For almost a year and a half, Elaine Díaz Rodríguez, director of the Cuban online magazine Periodismo de Barrio, has sent out a monthly newsletter to her 839 subscribers. To reach her readers, Díaz uses Mailchimp, a U.S.-based newsletter platform. But when she tried to send her latest newsletter two weeks ago, she was unable to access her account. Instead, an error message said the account didn’t exist.

Díaz wasn’t alone. Rest of World reporting suggests that at least two other well-known Cuban outlets experienced something similar in recent weeks: 14ymedio and Magazine AM:PM.

Reached for comment, Mailchimp issued a statement that read, “We operate in compliance with all applicable laws and regulations and make readily available to our customers additional company policies under our Standard Terms of Use.” The company added that it was working “with each account owner directly and will reinstate accounts that satisfy compliance requirements.” 

Shortly after Rest of World reached out to Mailchimp, the platform reinstated the banned accounts. 

Although Mailchimp didn’t respond to Rest of World’s questions about why the accounts were shut down and then restored, the brief blackout likely had something to do with the company’s terms of service, which state that users must “not be based in Cuba, Iran, North Korea, Syria, or any other territory that is subject to a U.S. government embargo.” 

Although Way Back Machine archives indicate that this language has been part of the company’s legal terms and conditions since at least May 23, 2018, numerous Cuban users have been able to use Mailchimp during that time.

“As an experienced Mailchimp user, my feeling is that it has been a process of progressive restriction,” said Rafa G. Escalona, director of the Cuban music publication Magazine AM:PM. “When I started using it in 2015, there were no restrictions in place. Then, a couple of years ago, I had to start using a VPN to be able to manage multimedia content when editing the newsletters. Then the cancellation happened.”

The timing of the Mailchimp ban may have something to do with the newsletter company’s activities stateside. The shutdowns took place the day before Mailchimp announced that the company had been purchased by Intuit, the global technology platform that makes TurboTax, QuickBooks, Mint, and Credit Karma — the sort of transaction subject to rigorous due diligence. Ellery Roberts Biddle, projects director at Ranking Digital Rights, told Rest of World that, given the timing, it “is a really good guess that this had to do with legal risk assessment by Intuit.”
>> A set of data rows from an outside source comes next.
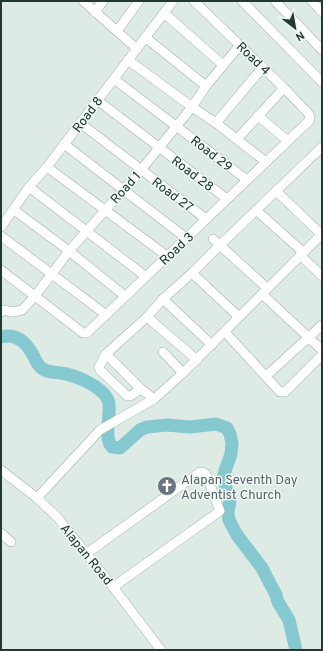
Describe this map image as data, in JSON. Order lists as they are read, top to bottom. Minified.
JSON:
{"streets":{"street":["Road 4","Road 8","Road 29","Road 28","Road 1","Road 27","Road 3","Alapan Road"]},"crossings":[["Road 4","Road 1"],["Road 4","Road 3"],["Road 8","Road 29"],["Road 8","Road 28"],["Road 8","Road 27"],["Road 29","Road 1"],["Road 29","Road 3"],["Road 28","Road 1"],["Road 28","Road 3"],["Road 1","Road 27"],["Road 1","Road 3"],["Road 27","Road 3"]],"places":{"church":["Alapan Seventh Day Adventist Church"]},"north":"bottom right"}
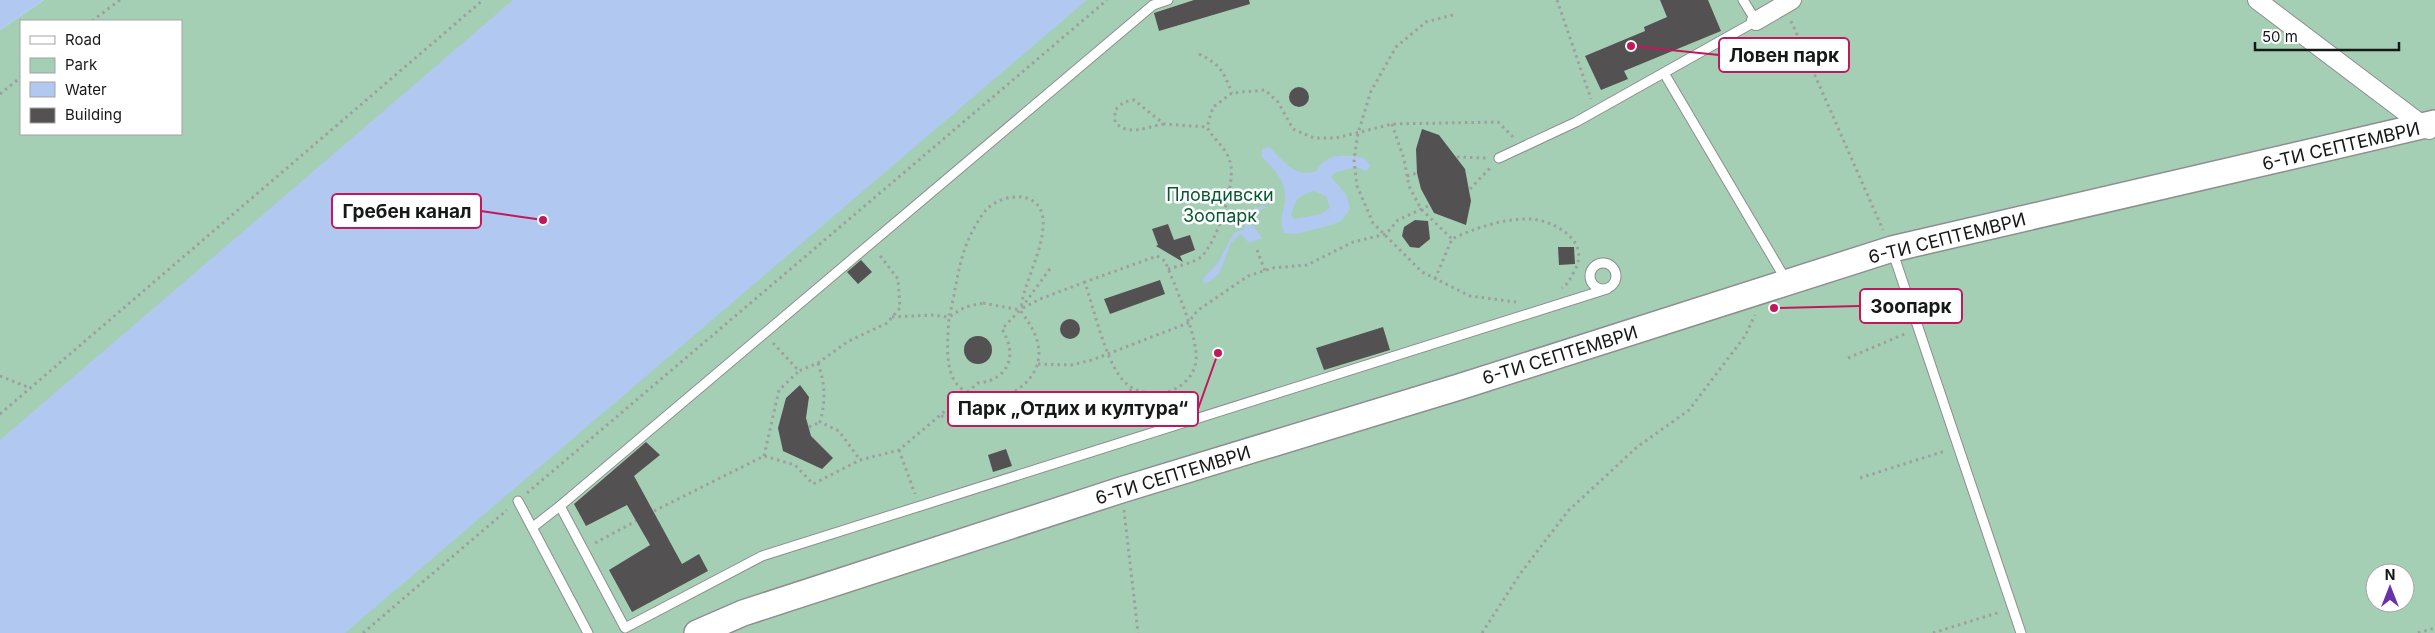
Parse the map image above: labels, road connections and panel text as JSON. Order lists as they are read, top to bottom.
{
  "streets": {
    "street": ["6-ТИ СЕПТЕМВРИ"]
  },
  "parks": ["Пловдивски Зоопарк"],
  "places": [
    "Ловен парк",
    "Гребен канал",
    "Зоопарк",
    "Парк „Отдих и култура“"
  ],
  "legend": [
    "Road",
    "Park",
    "Water",
    "Building"
  ],
  "scale_bar": "50 m",
  "north": "top"
}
“In my experience, the lawyers who work for these companies are often overly conservative,” Ted Henken, associate professor of the CUNY Department of Sociology and Anthropology at Baruch College told Rest of World. “They might enforce rules that don’t exist, just to protect the companies from getting sued, by just being safe and just not having any business with anything Cuba. Often they do that ignorantly, without knowing anything about those media outlets or companies.”

The U.S. embargo of Cuba was initially crafted to serve two purposes, according to the U.S. Congress’ Cuban Liberty and Democratic Solidarity (LIBERTAD) Act of 1996: to punish the Cuban government for “systematic human rights violations,” by limiting commercial exchanges, and to give “Assistance to a Free and Independent Cuba.”

These restrictions have proven to be difficult to navigate for digital startups. Venmo recently halted payments referring to Palestine. PayPal went as far as to restrict a transaction that made reference to a “Cuban sandwich.”

Observers say that Mailchimp’s temporary shutdown of Cuban media outlets goes in the face of the purpose of the U.S. embargo. “The three [banned] media outlets are independent and, if anything, the U.S. government should be happy … not trying to shut them down,” said Henken. 

The Mailchimp account shutdown underscored the double bind in which journalism finds itself in Cuba. The U.S. embargo suppresses the tools many reporters use to stay in touch with their audiences and each other. “For instance, El Toque [another Cuban news outlet] was on Slack when, suddenly, from one day to the next, [the company] brought down all its services,” said Díaz. At the same time, Cuban media operates within a restrictive legal framework that practically outlaws independent journalism on the island. 

Díaz says she appreciates Mailchimp’s decision to restore her account. “It indicates that they are going to start adopting specific policies towards independent organizations, which is good because if you block an entire country, you are also affecting civil society, and it is better to establish individual instead of collective responsibilities.”

Henken is less optimistic. “The embargo is extremely clumsy, and it makes its biggest mistakes because some lawyer will try to protect the company trying to use a hammer when a different tool is probably better,” he said. “It takes someone with knowledge to petition these companies to give them the nuance that they need to make a better decision.”